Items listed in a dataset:

Segment Open

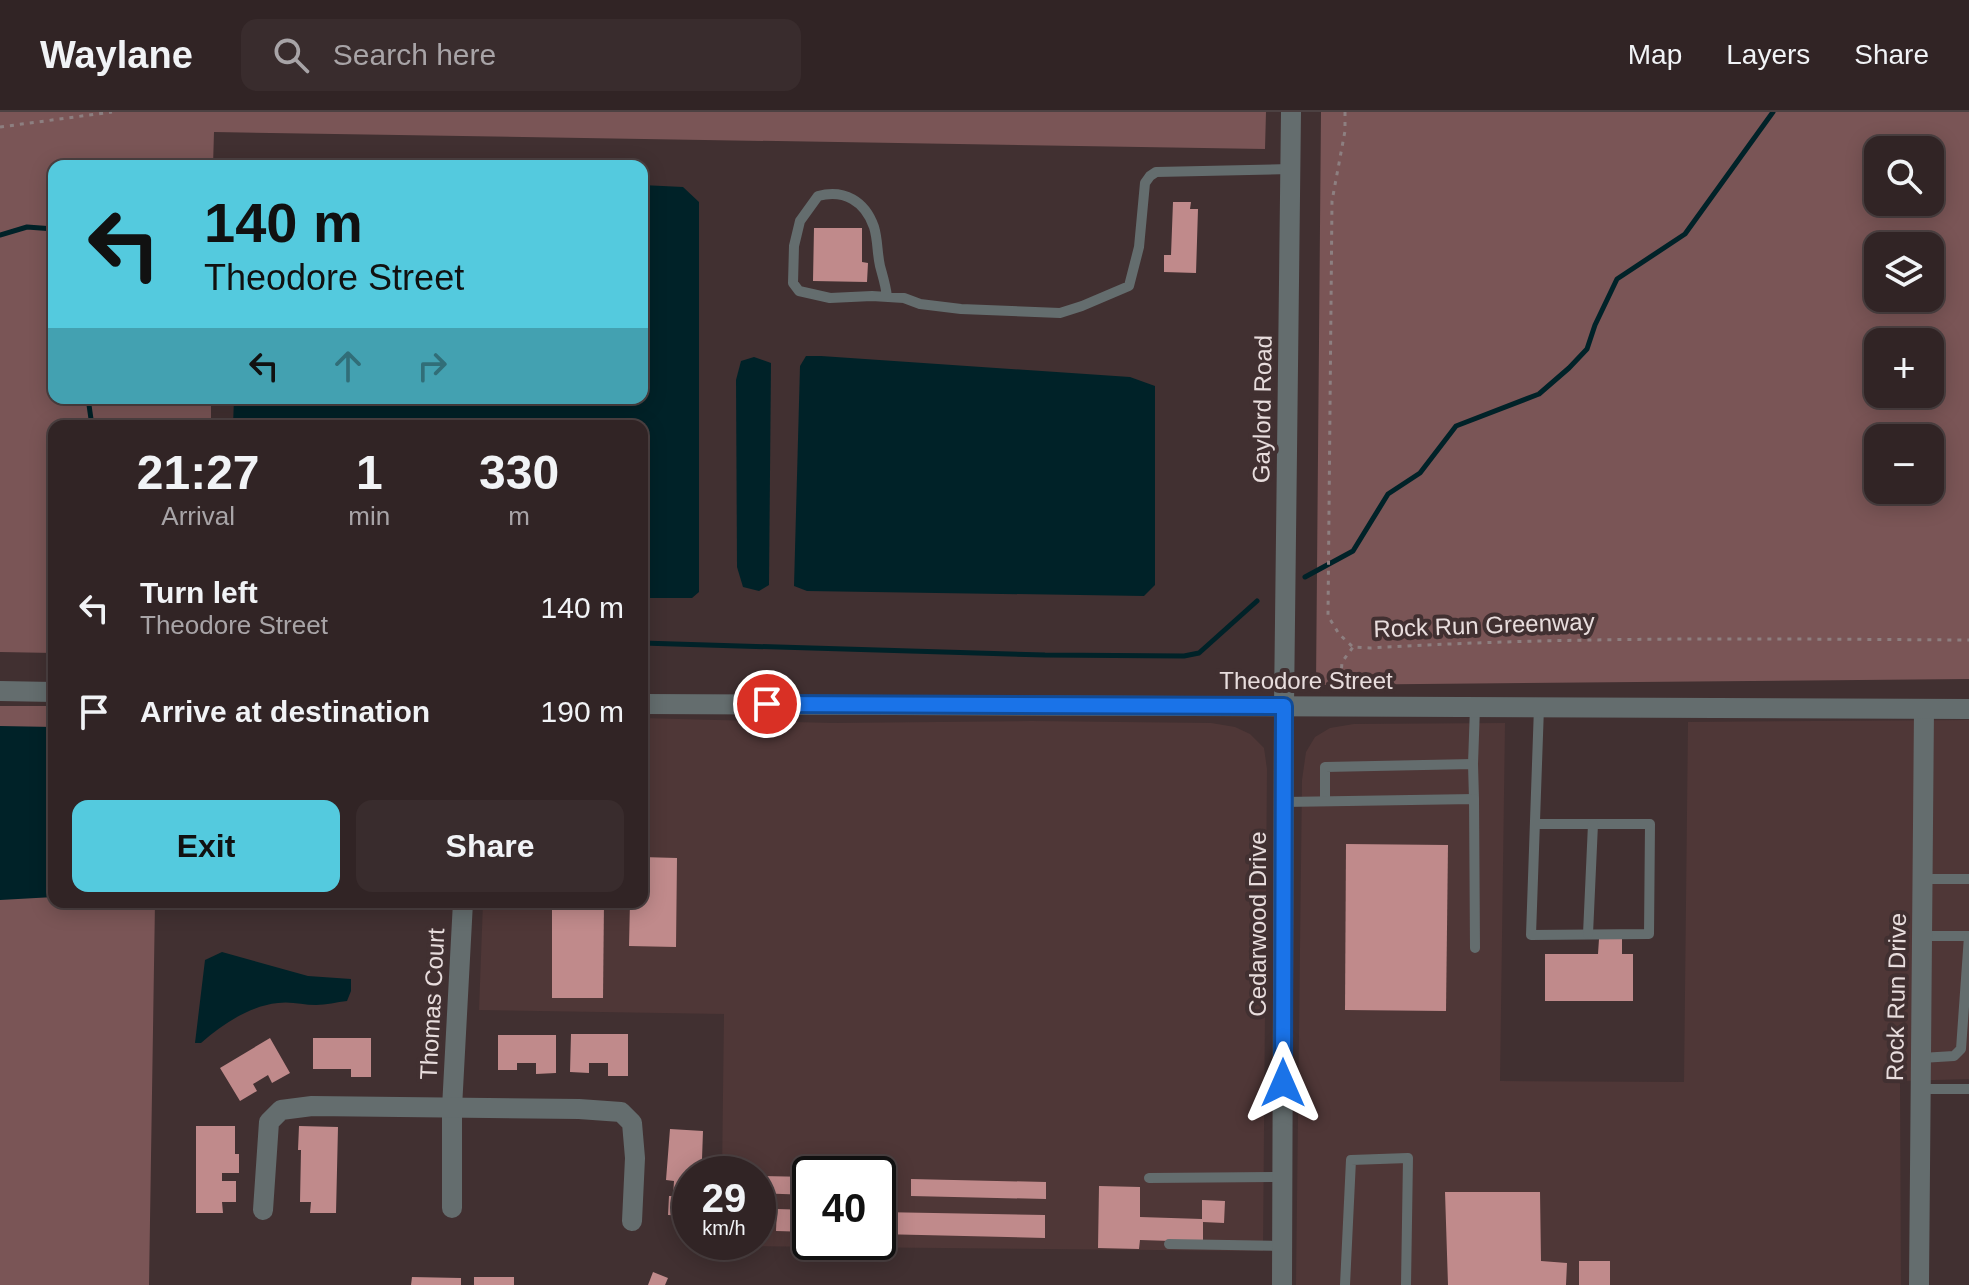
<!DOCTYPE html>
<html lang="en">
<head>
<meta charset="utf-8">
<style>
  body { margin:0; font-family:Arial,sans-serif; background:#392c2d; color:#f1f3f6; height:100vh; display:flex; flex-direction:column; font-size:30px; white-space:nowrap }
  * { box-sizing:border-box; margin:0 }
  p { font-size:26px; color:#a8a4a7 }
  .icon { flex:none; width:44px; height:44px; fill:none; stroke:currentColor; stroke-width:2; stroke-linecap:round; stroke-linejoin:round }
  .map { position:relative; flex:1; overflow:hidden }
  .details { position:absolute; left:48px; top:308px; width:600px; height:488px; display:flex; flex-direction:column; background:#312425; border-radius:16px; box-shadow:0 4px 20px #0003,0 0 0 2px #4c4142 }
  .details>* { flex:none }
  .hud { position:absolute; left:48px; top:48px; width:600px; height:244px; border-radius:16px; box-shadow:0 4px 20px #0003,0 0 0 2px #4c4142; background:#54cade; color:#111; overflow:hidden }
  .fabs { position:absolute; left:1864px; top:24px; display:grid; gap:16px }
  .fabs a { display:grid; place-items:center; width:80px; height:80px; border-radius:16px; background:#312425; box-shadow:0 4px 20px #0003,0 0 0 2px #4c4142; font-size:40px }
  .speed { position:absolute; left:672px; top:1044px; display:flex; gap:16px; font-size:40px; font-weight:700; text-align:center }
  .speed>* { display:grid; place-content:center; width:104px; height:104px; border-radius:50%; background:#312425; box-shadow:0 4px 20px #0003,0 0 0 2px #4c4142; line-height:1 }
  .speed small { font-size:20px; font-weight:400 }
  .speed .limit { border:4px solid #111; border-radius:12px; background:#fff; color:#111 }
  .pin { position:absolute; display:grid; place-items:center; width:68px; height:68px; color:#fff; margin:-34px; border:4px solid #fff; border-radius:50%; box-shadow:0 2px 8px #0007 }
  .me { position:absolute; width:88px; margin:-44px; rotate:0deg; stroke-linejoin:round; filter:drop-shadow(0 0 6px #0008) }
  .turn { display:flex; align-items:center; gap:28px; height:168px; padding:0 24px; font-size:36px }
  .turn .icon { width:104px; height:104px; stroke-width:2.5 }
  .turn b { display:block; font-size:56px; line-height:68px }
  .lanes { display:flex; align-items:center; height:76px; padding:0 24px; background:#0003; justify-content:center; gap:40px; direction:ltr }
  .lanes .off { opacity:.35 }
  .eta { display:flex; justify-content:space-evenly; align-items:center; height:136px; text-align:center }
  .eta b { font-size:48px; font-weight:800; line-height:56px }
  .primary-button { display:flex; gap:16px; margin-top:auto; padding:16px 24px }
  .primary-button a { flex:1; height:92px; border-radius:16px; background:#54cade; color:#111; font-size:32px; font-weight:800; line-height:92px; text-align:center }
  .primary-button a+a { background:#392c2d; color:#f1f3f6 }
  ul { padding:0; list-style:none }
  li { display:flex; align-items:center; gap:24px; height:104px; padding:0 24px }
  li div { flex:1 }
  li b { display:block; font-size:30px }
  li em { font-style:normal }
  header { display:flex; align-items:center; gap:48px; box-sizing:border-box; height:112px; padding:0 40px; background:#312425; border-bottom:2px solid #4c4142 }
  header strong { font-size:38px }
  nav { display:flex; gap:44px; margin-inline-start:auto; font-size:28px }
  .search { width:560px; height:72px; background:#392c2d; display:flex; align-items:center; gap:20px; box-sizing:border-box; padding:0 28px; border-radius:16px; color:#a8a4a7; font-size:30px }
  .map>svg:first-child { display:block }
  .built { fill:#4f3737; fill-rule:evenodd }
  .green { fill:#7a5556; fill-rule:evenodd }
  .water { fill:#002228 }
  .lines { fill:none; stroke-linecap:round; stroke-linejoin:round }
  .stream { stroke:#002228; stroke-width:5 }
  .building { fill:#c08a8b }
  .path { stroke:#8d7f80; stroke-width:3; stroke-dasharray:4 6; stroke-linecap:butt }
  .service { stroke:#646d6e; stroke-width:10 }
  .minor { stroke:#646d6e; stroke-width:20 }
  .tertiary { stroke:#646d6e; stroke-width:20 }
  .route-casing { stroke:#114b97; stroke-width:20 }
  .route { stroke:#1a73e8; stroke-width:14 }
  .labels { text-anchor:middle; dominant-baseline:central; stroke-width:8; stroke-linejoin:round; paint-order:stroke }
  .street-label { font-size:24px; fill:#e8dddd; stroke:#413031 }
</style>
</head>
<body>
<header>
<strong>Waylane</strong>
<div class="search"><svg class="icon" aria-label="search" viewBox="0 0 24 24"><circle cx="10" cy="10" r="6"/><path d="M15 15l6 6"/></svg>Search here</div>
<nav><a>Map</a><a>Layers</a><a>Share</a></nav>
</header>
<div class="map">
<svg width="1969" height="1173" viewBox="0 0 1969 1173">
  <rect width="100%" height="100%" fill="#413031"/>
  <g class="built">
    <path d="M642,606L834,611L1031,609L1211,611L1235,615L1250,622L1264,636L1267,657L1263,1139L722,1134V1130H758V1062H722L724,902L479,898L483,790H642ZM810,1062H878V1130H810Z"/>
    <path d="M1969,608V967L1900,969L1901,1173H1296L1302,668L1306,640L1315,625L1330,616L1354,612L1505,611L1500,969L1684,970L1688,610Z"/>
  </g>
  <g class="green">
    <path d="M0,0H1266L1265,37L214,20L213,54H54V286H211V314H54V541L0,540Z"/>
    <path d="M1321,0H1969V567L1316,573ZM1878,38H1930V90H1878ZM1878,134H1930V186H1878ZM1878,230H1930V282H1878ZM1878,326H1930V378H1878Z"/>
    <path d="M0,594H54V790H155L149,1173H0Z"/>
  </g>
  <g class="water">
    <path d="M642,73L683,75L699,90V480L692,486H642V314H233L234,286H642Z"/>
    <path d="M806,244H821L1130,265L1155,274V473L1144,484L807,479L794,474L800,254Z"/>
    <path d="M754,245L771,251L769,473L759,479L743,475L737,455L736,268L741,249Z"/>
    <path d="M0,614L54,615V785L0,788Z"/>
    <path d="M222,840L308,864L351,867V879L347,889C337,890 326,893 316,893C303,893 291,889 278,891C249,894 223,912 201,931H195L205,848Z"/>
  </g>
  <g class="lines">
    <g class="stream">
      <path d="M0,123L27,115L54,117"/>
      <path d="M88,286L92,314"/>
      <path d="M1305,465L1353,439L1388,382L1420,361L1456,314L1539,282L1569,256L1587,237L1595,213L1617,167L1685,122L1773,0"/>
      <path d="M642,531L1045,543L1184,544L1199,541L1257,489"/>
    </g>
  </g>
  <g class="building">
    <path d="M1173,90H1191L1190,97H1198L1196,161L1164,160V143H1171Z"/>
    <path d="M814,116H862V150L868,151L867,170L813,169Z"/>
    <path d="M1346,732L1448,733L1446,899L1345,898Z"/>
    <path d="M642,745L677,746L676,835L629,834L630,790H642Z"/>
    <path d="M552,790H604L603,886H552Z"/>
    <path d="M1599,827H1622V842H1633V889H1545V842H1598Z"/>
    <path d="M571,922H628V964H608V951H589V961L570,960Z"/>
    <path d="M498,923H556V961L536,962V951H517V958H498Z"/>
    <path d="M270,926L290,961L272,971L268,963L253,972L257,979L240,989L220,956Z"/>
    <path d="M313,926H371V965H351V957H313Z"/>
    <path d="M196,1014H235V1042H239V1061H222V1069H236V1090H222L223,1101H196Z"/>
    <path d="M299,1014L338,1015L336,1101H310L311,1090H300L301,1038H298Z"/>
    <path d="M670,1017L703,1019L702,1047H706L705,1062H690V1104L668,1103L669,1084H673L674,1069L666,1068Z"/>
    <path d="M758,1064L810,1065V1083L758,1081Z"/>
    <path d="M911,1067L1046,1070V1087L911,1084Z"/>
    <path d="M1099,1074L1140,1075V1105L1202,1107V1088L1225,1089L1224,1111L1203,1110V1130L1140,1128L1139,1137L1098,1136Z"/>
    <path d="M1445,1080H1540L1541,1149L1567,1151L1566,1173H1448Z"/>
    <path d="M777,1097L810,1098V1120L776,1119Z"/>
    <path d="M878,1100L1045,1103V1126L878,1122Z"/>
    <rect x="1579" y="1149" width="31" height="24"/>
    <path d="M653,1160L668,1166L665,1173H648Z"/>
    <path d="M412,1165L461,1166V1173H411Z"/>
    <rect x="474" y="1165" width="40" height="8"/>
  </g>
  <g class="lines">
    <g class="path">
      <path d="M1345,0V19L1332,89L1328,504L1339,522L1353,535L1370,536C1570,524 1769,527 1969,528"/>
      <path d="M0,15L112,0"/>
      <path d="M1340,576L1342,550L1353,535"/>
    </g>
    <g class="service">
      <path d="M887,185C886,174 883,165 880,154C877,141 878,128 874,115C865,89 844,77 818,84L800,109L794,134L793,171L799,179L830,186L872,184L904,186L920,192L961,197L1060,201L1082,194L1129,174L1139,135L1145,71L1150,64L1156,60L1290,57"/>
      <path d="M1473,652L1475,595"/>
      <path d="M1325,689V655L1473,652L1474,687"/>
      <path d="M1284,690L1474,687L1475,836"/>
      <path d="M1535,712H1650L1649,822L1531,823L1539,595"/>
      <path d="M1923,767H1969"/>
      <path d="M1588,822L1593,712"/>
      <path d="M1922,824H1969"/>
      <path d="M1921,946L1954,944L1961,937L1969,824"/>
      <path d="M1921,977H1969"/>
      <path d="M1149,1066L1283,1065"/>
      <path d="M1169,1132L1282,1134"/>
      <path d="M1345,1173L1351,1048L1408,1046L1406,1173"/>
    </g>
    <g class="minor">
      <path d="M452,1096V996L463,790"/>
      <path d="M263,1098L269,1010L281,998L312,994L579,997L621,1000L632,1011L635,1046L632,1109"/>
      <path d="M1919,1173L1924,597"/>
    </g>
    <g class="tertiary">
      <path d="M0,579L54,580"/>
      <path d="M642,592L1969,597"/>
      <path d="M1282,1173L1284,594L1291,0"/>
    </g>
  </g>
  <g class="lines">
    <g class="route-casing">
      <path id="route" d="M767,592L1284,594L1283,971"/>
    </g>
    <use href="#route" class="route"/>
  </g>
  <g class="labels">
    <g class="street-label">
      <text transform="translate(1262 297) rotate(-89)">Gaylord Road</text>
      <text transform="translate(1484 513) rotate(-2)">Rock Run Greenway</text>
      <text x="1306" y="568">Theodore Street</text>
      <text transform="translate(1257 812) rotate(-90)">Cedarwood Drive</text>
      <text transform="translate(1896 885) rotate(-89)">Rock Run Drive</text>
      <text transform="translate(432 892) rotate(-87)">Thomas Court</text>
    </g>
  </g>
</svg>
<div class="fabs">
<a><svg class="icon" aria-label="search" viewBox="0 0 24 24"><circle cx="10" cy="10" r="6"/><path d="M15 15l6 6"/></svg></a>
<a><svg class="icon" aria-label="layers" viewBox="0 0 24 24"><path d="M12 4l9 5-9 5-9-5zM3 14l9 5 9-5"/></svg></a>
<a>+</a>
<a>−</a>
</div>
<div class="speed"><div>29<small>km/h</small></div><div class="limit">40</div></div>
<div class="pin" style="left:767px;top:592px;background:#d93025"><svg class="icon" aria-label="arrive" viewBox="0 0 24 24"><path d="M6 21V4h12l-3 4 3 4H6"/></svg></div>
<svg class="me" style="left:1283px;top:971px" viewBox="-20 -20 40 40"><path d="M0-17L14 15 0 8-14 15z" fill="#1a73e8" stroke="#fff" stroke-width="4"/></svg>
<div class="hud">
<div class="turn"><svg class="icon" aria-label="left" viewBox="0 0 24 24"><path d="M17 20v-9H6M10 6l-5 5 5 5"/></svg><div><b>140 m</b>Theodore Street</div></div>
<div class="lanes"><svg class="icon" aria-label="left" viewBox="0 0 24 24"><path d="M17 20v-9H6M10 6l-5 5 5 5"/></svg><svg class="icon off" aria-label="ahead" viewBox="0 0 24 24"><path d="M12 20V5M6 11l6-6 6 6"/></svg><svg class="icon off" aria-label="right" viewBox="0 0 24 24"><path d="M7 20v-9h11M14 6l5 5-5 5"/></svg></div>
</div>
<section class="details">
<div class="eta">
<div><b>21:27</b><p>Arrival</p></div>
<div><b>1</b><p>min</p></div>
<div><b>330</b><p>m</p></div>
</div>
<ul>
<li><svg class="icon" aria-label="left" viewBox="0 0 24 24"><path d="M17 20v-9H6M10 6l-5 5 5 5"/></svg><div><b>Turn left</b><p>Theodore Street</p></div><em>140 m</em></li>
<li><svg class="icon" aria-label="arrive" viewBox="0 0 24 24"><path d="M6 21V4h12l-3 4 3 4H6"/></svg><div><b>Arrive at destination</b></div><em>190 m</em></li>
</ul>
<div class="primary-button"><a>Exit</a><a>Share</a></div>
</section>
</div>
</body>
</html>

Segment Closed

Filter the records above and copy every line that contains the word "none".

  .icon { flex:none; width:44px; height:44px; fill:none; stroke:currentColor; stroke-width:2; stroke-linecap:round; stroke-linejoin:round }
  .details>* { flex:none }
  ul { padding:0; list-style:none }
  .lines { fill:none; stroke-linecap:round; stroke-linejoin:round }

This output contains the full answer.